→ Your assignment
Which lines run from the start of the data below to the line containing "position:absolute; left:24px; top:24px;"? Set them down exactly, with none added.

Material shown section start

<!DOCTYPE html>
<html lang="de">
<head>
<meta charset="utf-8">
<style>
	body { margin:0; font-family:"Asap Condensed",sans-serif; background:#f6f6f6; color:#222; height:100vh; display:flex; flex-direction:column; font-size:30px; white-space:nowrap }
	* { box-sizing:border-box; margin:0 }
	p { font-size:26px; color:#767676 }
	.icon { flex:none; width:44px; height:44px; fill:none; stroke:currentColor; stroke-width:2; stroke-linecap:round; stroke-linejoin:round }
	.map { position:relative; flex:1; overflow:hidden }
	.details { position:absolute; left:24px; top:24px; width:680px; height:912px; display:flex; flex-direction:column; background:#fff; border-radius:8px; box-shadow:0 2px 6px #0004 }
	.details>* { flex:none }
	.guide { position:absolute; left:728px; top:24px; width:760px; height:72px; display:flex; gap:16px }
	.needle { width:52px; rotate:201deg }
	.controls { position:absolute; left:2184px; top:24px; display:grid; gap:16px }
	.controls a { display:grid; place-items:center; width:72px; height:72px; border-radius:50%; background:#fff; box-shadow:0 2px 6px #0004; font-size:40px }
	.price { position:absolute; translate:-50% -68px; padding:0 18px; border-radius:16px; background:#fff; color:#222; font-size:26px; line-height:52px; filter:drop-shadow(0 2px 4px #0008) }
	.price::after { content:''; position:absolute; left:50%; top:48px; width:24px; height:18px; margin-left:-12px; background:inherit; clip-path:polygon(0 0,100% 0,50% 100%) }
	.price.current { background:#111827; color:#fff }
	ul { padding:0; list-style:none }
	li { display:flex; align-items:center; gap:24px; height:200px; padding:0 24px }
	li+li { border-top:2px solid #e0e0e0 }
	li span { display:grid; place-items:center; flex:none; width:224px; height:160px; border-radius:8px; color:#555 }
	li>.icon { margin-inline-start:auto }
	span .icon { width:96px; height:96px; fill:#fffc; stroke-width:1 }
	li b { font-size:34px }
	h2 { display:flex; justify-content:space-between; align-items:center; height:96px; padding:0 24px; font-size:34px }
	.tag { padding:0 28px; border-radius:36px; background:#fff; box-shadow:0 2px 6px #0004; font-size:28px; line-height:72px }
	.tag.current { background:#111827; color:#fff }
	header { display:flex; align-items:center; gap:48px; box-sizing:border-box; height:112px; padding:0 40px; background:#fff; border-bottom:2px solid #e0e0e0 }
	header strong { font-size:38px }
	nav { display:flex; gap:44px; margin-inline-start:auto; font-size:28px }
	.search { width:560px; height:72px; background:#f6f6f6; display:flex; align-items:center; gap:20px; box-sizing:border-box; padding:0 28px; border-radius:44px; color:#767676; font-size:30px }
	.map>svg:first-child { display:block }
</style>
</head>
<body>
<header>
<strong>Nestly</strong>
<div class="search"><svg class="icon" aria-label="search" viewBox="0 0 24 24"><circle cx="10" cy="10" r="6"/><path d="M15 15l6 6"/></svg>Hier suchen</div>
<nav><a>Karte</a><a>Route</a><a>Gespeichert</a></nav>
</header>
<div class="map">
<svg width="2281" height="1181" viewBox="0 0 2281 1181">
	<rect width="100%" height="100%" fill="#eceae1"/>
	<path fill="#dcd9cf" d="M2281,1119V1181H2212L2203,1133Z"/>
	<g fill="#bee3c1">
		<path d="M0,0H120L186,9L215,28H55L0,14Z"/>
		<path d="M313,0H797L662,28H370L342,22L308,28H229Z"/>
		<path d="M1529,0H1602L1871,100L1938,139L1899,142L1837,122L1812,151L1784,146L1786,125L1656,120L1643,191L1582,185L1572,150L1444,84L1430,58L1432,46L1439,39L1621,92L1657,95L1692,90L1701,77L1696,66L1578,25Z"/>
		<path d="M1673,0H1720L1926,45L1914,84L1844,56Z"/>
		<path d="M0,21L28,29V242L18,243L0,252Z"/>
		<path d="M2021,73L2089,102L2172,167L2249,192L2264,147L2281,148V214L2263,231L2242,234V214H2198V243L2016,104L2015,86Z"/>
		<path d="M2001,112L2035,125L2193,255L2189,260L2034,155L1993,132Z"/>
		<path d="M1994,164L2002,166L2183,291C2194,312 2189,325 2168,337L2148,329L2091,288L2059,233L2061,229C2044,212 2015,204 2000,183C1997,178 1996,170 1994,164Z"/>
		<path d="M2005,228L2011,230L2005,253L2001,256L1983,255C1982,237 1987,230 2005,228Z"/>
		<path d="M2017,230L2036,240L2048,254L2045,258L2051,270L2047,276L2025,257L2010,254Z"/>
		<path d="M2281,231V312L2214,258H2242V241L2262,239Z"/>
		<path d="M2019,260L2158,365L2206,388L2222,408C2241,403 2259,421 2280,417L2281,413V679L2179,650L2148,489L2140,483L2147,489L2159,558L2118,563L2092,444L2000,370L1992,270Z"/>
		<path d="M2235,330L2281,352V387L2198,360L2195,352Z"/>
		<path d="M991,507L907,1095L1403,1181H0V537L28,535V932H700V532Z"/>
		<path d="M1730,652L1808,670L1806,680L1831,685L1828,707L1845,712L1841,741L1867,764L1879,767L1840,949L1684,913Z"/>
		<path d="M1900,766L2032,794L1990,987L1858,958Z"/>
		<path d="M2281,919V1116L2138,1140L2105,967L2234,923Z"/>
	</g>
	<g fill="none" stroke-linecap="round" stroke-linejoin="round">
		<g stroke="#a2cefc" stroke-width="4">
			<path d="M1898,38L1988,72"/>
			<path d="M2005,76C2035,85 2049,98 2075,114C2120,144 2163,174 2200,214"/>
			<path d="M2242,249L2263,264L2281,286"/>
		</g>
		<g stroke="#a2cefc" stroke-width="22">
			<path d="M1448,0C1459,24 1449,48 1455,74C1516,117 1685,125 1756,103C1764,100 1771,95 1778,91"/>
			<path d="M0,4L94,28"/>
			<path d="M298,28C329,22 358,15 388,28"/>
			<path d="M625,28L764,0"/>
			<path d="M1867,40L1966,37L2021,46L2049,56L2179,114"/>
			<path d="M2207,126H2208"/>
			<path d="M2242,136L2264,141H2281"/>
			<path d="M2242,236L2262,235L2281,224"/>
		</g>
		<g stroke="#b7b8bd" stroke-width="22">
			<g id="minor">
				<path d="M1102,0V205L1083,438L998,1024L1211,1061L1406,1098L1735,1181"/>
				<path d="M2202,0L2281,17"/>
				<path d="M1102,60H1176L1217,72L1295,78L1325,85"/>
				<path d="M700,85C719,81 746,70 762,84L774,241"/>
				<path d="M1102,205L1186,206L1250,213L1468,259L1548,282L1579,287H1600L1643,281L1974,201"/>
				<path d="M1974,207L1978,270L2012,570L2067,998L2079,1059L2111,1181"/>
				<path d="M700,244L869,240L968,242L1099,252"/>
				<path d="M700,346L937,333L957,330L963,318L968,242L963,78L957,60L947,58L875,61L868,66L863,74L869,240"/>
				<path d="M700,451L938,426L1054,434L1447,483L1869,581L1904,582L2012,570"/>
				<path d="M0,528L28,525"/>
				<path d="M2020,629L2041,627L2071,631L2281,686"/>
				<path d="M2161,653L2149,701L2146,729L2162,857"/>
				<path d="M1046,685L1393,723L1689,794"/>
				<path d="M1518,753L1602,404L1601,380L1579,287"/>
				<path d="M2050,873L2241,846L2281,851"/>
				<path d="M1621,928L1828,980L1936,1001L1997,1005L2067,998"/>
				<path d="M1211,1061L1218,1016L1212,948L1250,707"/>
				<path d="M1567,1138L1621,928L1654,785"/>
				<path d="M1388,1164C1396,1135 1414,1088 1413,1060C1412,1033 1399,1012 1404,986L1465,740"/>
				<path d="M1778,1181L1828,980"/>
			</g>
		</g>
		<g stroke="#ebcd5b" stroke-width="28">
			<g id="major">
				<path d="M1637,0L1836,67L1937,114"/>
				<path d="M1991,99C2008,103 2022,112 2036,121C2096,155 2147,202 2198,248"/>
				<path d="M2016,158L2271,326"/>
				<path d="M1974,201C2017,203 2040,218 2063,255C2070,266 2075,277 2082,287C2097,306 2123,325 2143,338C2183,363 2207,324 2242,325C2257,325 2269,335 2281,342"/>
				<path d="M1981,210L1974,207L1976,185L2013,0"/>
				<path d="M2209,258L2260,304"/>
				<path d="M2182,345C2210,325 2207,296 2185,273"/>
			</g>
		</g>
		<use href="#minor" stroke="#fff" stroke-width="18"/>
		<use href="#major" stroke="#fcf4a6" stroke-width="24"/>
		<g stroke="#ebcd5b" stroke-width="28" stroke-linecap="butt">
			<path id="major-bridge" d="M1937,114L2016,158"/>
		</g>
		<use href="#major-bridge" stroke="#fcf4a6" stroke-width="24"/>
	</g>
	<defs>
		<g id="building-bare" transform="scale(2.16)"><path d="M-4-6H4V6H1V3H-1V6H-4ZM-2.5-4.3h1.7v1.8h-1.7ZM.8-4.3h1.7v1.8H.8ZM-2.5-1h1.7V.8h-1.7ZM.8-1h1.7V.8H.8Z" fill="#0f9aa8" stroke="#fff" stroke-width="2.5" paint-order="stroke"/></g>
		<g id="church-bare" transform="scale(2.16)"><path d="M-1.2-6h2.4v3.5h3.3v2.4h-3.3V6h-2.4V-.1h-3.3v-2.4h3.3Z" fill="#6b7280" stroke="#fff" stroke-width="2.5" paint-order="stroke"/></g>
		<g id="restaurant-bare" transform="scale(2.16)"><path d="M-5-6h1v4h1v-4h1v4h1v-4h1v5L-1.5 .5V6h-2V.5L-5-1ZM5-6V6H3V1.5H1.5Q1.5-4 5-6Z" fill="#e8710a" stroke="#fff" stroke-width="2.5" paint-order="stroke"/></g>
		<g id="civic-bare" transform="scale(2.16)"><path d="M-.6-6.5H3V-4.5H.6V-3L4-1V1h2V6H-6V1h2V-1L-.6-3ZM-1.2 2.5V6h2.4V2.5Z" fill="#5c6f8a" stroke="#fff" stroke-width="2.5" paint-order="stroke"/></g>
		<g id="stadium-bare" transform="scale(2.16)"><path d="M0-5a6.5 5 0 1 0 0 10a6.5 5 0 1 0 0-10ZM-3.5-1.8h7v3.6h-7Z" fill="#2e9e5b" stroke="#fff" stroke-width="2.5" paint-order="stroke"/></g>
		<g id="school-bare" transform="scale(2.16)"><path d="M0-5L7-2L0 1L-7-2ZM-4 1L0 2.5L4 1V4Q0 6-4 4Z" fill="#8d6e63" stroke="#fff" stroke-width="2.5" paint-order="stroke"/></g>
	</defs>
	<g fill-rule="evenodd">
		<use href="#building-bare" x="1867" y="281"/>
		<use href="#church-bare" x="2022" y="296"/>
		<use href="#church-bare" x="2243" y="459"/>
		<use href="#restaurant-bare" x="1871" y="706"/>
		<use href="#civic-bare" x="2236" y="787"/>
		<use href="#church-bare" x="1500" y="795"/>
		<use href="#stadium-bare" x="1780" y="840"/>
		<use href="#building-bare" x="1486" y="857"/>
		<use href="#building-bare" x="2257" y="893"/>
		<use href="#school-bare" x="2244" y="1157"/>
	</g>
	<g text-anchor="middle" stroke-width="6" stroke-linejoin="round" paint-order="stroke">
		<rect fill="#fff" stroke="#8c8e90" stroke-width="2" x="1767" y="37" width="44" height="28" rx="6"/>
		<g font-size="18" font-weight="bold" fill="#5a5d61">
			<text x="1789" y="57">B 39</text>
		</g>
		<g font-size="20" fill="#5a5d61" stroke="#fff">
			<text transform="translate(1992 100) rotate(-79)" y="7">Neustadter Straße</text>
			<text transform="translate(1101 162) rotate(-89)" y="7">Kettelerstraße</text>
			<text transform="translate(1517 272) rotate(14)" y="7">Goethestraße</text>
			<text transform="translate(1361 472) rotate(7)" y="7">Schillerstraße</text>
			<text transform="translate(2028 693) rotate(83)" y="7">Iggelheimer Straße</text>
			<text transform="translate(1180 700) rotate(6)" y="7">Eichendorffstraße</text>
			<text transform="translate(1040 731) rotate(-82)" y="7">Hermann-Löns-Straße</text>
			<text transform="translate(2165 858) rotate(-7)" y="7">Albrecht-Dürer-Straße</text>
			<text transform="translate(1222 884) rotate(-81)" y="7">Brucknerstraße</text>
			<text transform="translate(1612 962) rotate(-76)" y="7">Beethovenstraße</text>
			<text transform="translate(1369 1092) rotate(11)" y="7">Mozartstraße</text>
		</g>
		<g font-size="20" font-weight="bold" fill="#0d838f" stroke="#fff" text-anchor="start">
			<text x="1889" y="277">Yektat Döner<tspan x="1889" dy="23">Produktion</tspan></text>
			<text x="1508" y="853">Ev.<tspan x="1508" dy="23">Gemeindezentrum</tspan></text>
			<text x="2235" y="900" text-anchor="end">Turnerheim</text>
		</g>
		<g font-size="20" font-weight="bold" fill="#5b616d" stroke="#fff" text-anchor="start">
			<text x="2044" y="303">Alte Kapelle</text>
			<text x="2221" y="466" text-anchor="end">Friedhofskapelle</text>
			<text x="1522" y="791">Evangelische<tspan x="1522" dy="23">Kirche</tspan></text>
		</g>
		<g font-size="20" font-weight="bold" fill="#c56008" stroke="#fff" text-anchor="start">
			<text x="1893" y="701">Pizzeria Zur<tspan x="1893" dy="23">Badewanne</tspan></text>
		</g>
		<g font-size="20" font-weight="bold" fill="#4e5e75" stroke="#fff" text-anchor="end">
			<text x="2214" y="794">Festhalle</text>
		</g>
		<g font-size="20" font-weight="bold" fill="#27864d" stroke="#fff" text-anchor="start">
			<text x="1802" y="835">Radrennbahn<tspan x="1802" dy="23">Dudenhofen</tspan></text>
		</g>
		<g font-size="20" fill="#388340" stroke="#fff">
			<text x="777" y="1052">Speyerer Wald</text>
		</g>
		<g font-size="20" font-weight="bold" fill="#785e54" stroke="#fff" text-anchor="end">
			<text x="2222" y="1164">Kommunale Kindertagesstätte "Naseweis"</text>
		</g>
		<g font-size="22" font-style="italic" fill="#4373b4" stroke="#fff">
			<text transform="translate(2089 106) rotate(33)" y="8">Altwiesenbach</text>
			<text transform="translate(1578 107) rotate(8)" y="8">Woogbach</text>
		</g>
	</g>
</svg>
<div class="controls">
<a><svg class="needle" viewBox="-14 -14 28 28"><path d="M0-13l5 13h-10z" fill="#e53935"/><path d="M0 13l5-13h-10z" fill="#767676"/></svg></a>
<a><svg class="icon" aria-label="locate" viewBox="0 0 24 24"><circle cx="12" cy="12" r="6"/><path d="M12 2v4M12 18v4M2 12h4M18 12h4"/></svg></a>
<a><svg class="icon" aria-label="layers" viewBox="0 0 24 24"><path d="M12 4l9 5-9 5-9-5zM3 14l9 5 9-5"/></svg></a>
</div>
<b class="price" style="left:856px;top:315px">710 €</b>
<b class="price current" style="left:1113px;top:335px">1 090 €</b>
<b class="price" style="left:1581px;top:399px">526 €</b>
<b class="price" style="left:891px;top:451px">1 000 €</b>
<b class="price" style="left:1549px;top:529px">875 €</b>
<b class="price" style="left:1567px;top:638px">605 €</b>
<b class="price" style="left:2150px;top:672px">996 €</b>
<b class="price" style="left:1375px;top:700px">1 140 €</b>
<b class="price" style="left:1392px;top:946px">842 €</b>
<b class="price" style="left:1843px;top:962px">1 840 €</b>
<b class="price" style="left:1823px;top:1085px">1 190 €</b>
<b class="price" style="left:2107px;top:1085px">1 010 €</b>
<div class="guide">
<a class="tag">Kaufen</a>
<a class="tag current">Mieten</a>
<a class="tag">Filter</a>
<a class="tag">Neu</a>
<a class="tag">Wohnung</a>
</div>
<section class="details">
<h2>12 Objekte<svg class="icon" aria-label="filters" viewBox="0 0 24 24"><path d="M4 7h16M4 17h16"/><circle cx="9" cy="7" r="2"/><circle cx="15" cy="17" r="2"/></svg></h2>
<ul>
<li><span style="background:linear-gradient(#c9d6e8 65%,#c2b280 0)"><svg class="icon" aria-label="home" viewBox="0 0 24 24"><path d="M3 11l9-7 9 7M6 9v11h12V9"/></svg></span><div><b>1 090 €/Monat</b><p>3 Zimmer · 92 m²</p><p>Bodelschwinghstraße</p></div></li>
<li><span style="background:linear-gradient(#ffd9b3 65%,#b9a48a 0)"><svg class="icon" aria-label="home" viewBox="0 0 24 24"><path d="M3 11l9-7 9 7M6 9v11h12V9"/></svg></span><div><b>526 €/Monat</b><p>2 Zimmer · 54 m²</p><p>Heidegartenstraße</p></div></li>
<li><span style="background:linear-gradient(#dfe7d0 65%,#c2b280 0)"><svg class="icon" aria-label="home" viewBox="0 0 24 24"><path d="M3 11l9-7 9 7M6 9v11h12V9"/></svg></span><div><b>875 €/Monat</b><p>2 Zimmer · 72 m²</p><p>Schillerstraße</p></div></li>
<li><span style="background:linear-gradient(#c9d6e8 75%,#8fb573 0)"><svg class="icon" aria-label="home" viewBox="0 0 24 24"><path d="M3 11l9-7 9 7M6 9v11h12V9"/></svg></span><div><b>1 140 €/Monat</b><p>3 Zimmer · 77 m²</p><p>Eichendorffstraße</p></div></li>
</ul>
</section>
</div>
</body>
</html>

Material shown section end

→ Task answer
<!DOCTYPE html>
<html lang="de">
<head>
<meta charset="utf-8">
<style>
	body { margin:0; font-family:"Asap Condensed",sans-serif; background:#f6f6f6; color:#222; height:100vh; display:flex; flex-direction:column; font-size:30px; white-space:nowrap }
	* { box-sizing:border-box; margin:0 }
	p { font-size:26px; color:#767676 }
	.icon { flex:none; width:44px; height:44px; fill:none; stroke:currentColor; stroke-width:2; stroke-linecap:round; stroke-linejoin:round }
	.map { position:relative; flex:1; overflow:hidden }
	.details { position:absolute; left:24px; top:24px; width:680px; height:912px; display:flex; flex-direction:column; background:#fff; border-radius:8px; box-shadow:0 2px 6px #0004 }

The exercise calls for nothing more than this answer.